* _Work item_:
Output every entry exactly, from the first line to the last.

Saved data entries
§ §

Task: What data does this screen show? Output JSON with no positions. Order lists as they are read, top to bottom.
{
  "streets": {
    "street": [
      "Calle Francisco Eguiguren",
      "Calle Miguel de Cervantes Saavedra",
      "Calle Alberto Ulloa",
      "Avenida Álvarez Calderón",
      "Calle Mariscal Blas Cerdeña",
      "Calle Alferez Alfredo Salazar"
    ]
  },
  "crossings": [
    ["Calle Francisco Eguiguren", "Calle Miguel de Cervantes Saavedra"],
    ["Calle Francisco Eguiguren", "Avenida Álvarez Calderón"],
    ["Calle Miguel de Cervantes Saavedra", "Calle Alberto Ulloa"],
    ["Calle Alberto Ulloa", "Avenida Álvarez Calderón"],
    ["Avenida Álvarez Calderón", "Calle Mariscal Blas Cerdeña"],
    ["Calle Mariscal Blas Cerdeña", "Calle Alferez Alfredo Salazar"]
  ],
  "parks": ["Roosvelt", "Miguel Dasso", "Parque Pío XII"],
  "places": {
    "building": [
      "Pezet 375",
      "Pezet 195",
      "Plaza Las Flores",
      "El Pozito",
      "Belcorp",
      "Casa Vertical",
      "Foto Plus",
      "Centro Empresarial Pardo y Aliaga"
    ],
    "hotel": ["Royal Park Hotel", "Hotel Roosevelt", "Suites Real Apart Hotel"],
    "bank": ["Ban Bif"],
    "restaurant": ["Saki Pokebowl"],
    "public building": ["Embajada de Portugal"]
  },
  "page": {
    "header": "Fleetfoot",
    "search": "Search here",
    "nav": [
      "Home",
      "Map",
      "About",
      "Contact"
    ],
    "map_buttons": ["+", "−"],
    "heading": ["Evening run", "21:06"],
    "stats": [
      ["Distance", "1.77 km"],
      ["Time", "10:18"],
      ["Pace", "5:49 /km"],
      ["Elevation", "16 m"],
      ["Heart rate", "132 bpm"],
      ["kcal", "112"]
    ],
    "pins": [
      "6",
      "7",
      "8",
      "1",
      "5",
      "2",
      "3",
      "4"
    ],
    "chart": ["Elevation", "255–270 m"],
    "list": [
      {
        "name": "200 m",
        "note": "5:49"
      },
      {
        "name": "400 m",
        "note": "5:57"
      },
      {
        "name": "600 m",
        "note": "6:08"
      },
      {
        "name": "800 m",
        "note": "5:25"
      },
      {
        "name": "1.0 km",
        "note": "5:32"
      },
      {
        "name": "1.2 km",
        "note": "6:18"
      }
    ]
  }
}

§ §

* _Task solution_:
Task: What data does this screen show? Output JSON with no positions. Order lists as they are read, top to bottom.
{
  "streets": {
    "street": [
      "Calle Francisco Eguiguren",
      "Calle Miguel de Cervantes Saavedra",
      "Calle Alberto Ulloa",
      "Avenida Álvarez Calderón",
      "Calle Mariscal Blas Cerdeña",
      "Calle Alferez Alfredo Salazar"
    ]
  },
  "crossings": [
    ["Calle Francisco Eguiguren", "Calle Miguel de Cervantes Saavedra"],
    ["Calle Francisco Eguiguren", "Avenida Álvarez Calderón"],
    ["Calle Miguel de Cervantes Saavedra", "Calle Alberto Ulloa"],
    ["Calle Alberto Ulloa", "Avenida Álvarez Calderón"],
    ["Avenida Álvarez Calderón", "Calle Mariscal Blas Cerdeña"],
    ["Calle Mariscal Blas Cerdeña", "Calle Alferez Alfredo Salazar"]
  ],
  "parks": ["Roosvelt", "Miguel Dasso", "Parque Pío XII"],
  "places": {
    "building": [
      "Pezet 375",
      "Pezet 195",
      "Plaza Las Flores",
      "El Pozito",
      "Belcorp",
      "Casa Vertical",
      "Foto Plus",
      "Centro Empresarial Pardo y Aliaga"
    ],
    "hotel": ["Royal Park Hotel", "Hotel Roosevelt", "Suites Real Apart Hotel"],
    "bank": ["Ban Bif"],
    "restaurant": ["Saki Pokebowl"],
    "public building": ["Embajada de Portugal"]
  },
  "page": {
    "header": "Fleetfoot",
    "search": "Search here",
    "nav": [
      "Home",
      "Map",
      "About",
      "Contact"
    ],
    "map_buttons": ["+", "−"],
    "heading": ["Evening run", "21:06"],
    "stats": [
      ["Distance", "1.77 km"],
      ["Time", "10:18"],
      ["Pace", "5:49 /km"],
      ["Elevation", "16 m"],
      ["Heart rate", "132 bpm"],
      ["kcal", "112"]
    ],
    "pins": [
      "6",
      "7",
      "8",
      "1",
      "5",
      "2",
      "3",
      "4"
    ],
    "chart": ["Elevation", "255–270 m"],
    "list": [
      {
        "name": "200 m",
        "note": "5:49"
      },
      {
        "name": "400 m",
        "note": "5:57"
      },
      {
        "name": "600 m",
        "note": "6:08"
      },
      {
        "name": "800 m",
        "note": "5:25"
      },
      {
        "name": "1.0 km",
        "note": "5:32"
      },
      {
        "name": "1.2 km",
        "note": "6:18"
      }
    ]
  }
}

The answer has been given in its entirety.